リサイクル素材で作られたオリンピックのシンボルマークが設置され、ライトアップされたエッフェル塔。7年ごとの“お色直し”は今回で20回目だが、オリンピック開催には間に合わず(写真:Rumiko HAYAKAWA)

我が家も“五輪特需”を狙ったが…

 1年前の地方紙「ル・パリジャン(Le Parisien)」に、こんな見出しが躍っていたのを思い出す。

〈今年の夏は1泊90ユーロ(約1万4,000円)、来年の夏は1,363ユーロ(約21万4,000円)!〉

 同紙の調査では、パリ五輪の影響でホテルの価格が高騰し、平均でも6倍以上になるとしていた。この時は「高すぎる!!」という反応も多かったが、宿泊費が高騰するという情報を受け、Airbnbなど民泊業界は活気づいた。
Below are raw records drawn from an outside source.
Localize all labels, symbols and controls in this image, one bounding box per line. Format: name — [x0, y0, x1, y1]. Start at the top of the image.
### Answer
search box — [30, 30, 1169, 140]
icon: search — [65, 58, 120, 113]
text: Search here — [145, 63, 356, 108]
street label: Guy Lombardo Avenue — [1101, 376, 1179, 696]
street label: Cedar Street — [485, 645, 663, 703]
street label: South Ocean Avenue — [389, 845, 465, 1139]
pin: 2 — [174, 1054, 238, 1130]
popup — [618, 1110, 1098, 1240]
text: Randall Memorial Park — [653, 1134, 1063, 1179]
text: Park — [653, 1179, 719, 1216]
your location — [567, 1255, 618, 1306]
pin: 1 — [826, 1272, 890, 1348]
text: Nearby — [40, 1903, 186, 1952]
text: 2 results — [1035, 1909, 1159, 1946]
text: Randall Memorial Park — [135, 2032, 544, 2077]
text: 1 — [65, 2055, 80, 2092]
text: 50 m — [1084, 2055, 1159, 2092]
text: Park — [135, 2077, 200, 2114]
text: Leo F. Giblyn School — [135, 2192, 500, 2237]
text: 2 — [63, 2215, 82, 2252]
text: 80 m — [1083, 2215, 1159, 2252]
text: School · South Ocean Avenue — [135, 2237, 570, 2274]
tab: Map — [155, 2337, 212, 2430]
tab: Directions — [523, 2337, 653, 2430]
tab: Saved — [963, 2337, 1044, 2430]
一時、パリの短期貸しの物件数は70%も増えたという。多くの人がオリンピック景気に便乗しようとしていた。

 実際、我が家もそうしようとしたひとりだ。パリの中心街、オペラ界隈のはずれに「ステュディオ」と呼ばれるワンルームの部屋を所有しており、これをオリンピック期間中に短期貸しに出すことを考えていたのだ。ちょうど、借りてくれていた人が「コロナ禍が明け、もう少し広いアパルトマンに住み替えたい」と、引っ越していったタイミングだった。早速、AirbnbやLodgis(フランスの不動産エージェント)といったサービスに登録し、借り手を募集した。

奮わぬ客足に、結局…

 しかし借りたいというオファーはあったものの、こちらが見込んでいた、オリンピック期間中だけの短期利用の申し込みは皆無だった。料金は、高騰しつつあった周辺のアパルトマンの相場に合わせて決めていた。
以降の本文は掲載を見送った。